**What to work on:**
In the entries that follow, how many lines include "linecap"? Give the number and nothing else.
___ Input data
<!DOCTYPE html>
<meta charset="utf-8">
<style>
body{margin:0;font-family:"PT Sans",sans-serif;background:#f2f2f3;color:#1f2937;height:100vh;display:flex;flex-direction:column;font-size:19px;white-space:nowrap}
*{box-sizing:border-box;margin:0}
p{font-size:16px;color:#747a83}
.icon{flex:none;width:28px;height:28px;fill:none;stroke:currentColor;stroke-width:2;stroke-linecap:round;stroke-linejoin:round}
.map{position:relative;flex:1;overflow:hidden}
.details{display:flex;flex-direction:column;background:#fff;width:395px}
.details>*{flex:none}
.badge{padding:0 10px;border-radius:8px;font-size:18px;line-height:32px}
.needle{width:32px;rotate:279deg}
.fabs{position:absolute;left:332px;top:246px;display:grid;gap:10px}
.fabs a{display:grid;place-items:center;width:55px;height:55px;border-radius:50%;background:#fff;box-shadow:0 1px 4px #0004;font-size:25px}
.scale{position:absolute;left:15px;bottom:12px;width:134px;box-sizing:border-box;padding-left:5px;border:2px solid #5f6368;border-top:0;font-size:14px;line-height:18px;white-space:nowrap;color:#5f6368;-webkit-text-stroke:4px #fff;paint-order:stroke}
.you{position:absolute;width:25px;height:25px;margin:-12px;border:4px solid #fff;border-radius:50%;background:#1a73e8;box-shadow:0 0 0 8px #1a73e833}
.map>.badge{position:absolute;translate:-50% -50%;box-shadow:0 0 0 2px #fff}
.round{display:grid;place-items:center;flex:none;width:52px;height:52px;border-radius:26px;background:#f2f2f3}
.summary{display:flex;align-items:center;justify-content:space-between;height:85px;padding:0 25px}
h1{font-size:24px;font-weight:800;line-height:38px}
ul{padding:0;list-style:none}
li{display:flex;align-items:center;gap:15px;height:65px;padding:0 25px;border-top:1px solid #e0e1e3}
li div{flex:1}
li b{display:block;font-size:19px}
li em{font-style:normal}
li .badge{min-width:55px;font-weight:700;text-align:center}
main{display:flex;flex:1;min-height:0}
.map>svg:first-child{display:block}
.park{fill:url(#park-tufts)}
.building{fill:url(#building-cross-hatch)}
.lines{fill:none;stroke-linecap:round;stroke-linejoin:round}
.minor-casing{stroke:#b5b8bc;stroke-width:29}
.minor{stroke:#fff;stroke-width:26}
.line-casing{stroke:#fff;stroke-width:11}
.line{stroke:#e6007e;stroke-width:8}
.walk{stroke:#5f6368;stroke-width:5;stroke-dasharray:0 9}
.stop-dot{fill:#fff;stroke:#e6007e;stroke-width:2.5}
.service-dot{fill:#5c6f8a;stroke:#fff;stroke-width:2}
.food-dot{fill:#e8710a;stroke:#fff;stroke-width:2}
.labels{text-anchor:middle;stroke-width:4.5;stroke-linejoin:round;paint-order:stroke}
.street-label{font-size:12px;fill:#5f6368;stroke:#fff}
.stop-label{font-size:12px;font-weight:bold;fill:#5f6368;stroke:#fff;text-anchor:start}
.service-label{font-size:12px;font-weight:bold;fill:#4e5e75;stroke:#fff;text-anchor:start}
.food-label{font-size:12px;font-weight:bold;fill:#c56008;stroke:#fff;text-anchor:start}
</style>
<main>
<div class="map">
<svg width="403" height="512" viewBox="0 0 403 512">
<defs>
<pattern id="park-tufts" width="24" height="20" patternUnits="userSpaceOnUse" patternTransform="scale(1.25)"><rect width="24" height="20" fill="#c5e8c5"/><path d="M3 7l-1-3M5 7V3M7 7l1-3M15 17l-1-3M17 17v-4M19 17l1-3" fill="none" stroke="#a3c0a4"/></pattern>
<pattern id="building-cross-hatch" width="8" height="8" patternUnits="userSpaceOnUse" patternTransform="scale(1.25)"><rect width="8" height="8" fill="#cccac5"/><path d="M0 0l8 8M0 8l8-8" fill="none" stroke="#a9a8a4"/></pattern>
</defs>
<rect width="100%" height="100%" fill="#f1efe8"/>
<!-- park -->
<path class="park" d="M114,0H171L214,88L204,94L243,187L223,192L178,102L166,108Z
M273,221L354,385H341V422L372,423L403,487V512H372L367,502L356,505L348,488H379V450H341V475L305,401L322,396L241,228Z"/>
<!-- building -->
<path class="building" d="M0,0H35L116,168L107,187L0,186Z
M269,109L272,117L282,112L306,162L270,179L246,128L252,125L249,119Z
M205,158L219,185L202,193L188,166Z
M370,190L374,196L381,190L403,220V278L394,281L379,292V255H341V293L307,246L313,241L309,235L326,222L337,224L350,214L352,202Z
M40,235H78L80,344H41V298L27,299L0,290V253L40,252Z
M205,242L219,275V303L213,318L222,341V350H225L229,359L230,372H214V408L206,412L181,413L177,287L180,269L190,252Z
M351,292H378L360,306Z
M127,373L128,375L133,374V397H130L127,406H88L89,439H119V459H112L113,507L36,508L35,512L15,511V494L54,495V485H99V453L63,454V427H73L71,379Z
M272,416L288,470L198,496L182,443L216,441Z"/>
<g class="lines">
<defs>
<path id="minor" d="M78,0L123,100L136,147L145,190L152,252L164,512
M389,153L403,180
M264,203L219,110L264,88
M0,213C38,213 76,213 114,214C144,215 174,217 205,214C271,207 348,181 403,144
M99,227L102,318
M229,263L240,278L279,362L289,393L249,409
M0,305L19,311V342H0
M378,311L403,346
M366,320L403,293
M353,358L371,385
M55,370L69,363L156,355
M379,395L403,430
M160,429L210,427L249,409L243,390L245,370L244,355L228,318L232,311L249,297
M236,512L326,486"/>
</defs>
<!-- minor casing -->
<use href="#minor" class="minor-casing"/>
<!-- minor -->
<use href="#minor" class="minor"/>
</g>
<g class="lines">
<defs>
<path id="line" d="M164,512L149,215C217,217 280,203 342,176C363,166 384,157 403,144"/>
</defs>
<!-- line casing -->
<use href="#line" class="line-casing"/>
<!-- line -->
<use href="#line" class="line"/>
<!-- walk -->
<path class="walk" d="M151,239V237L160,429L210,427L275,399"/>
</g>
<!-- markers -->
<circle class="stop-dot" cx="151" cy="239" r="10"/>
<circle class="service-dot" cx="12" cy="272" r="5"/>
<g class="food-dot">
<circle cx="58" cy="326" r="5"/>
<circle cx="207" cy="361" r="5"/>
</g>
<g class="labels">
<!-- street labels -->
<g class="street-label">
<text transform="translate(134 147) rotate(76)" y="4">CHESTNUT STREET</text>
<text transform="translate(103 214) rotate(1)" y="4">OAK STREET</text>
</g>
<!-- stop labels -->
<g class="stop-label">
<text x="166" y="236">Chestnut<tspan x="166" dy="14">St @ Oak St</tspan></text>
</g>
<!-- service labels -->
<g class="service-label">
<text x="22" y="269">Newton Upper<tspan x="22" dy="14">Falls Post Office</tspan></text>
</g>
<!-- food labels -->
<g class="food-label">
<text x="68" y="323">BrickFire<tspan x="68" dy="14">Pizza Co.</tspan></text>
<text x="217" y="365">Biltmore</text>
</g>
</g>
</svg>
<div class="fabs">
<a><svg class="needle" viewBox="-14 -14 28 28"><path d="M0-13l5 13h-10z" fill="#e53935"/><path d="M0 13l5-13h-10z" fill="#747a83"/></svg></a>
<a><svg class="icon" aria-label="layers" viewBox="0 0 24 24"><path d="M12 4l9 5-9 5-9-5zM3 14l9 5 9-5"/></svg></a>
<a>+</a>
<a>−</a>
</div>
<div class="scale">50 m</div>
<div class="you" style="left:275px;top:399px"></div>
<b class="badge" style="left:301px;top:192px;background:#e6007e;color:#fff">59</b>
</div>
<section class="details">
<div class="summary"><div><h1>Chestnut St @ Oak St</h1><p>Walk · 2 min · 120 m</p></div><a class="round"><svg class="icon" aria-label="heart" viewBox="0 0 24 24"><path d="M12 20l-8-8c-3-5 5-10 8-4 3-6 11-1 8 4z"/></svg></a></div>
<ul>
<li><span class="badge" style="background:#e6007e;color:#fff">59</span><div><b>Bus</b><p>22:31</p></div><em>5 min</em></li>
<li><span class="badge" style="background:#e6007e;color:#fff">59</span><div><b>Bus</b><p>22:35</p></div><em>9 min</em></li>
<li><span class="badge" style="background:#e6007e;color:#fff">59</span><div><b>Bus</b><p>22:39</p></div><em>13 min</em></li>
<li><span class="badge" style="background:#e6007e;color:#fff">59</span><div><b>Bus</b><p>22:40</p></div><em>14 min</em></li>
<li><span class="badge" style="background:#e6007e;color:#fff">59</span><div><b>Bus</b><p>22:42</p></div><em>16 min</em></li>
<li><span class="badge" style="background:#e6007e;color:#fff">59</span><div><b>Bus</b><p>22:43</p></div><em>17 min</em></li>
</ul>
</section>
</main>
______
**Answer to this task:**
2